* **Entries provided**:
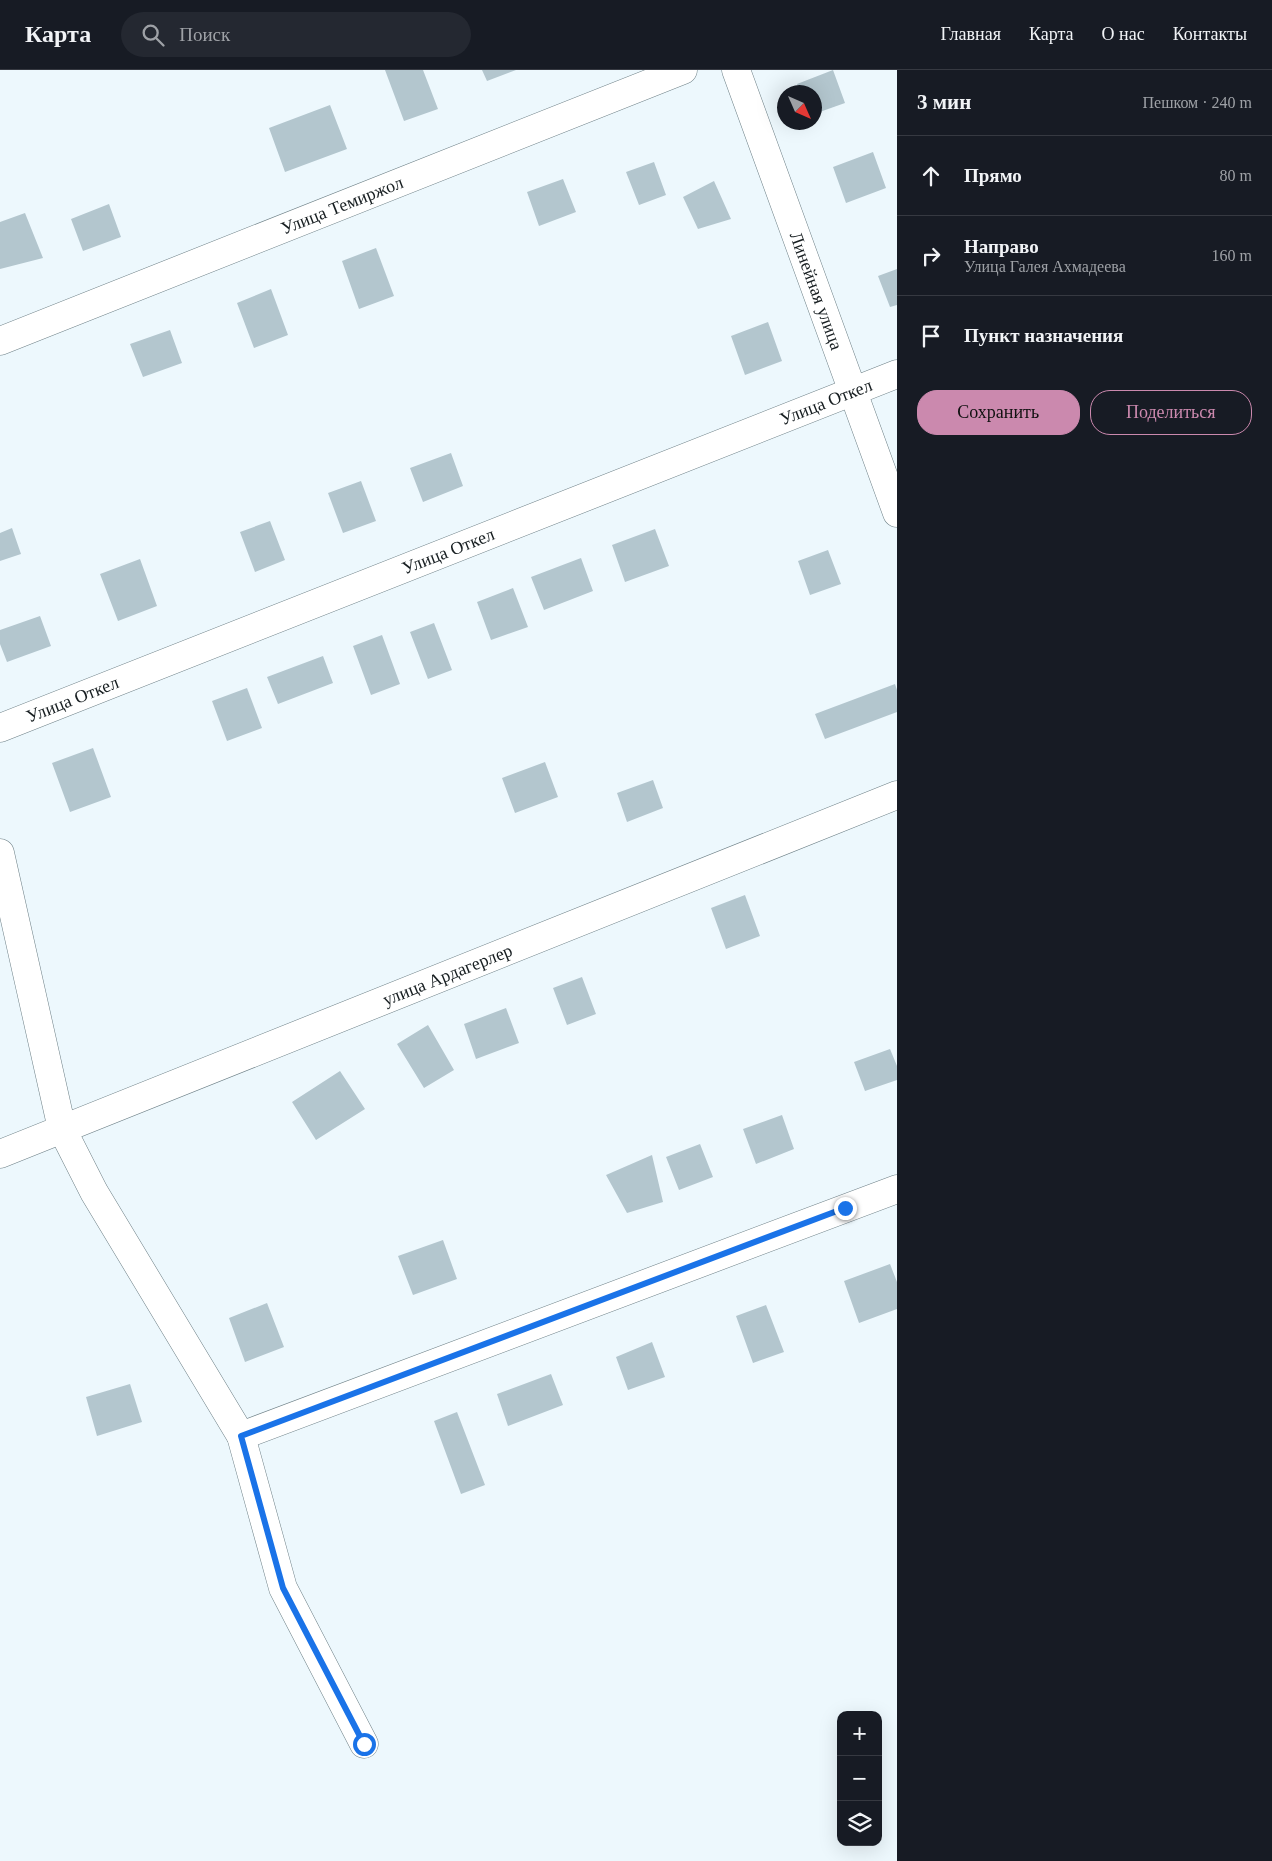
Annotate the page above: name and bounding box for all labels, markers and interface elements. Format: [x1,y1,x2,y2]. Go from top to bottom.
search box [121,12,471,57]
text: Карта [25,21,91,47]
icon: search [139,21,167,49]
text: Поиск [179,24,230,45]
text: Главная [941,24,1001,44]
text: Карта [1029,24,1074,44]
text: О нас [1102,24,1145,44]
text: Контакты [1173,24,1247,44]
north arrow [777,85,822,130]
text: 3 мин [917,90,971,114]
text: Пешком · 240 m [1142,94,1252,111]
icon: ahead [917,162,945,190]
text: Прямо [964,165,1022,186]
text: 80 m [1220,167,1252,184]
street label: Улица Темиржол [278,172,406,238]
street label: Линейная улица [786,229,847,353]
text: Направо [964,236,1039,257]
icon: right [917,242,945,270]
text: 160 m [1212,247,1252,264]
text: Улица Галея Ахмадеева [964,258,1126,275]
icon: arrive [917,322,945,350]
text: Пункт назначения [964,325,1123,346]
street label: Улица Откел [777,375,875,429]
button: Сохранить [917,390,1080,435]
button: Поделиться [1090,390,1252,435]
street label: Улица Откел [399,524,497,578]
street label: Улица Откел [23,672,122,727]
street label: улица Ардагерлер [380,940,515,1010]
route end [834,1197,857,1220]
map controls [837,1711,882,1846]
button: + [837,1711,882,1756]
route start [353,1733,376,1756]
button: − [837,1756,882,1801]
button: layers [837,1801,882,1846]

* **Your goal**:
Leaving the pictures out, write out every entry exactly.

* **Output**:
Annotate the page above: name and bounding box for all labels, markers and interface elements. Format: [x1,y1,x2,y2]. Go from top to bottom.
search box [121,12,471,57]
text: Карта [25,21,91,47]
icon: search [139,21,167,49]
text: Поиск [179,24,230,45]
text: Главная [941,24,1001,44]
text: Карта [1029,24,1074,44]
text: О нас [1102,24,1145,44]
text: Контакты [1173,24,1247,44]
north arrow [777,85,822,130]
text: 3 мин [917,90,971,114]
text: Пешком · 240 m [1142,94,1252,111]
icon: ahead [917,162,945,190]
text: Прямо [964,165,1022,186]
text: 80 m [1220,167,1252,184]
street label: Улица Темиржол [278,172,406,238]
street label: Линейная улица [786,229,847,353]
text: Направо [964,236,1039,257]
icon: right [917,242,945,270]
text: 160 m [1212,247,1252,264]
text: Улица Галея Ахмадеева [964,258,1126,275]
icon: arrive [917,322,945,350]
text: Пункт назначения [964,325,1123,346]
street label: Улица Откел [777,375,875,429]
button: Сохранить [917,390,1080,435]
button: Поделиться [1090,390,1252,435]
street label: Улица Откел [399,524,497,578]
street label: Улица Откел [23,672,122,727]
street label: улица Ардагерлер [380,940,515,1010]
route end [834,1197,857,1220]
map controls [837,1711,882,1846]
button: + [837,1711,882,1756]
route start [353,1733,376,1756]
button: − [837,1756,882,1801]
button: layers [837,1801,882,1846]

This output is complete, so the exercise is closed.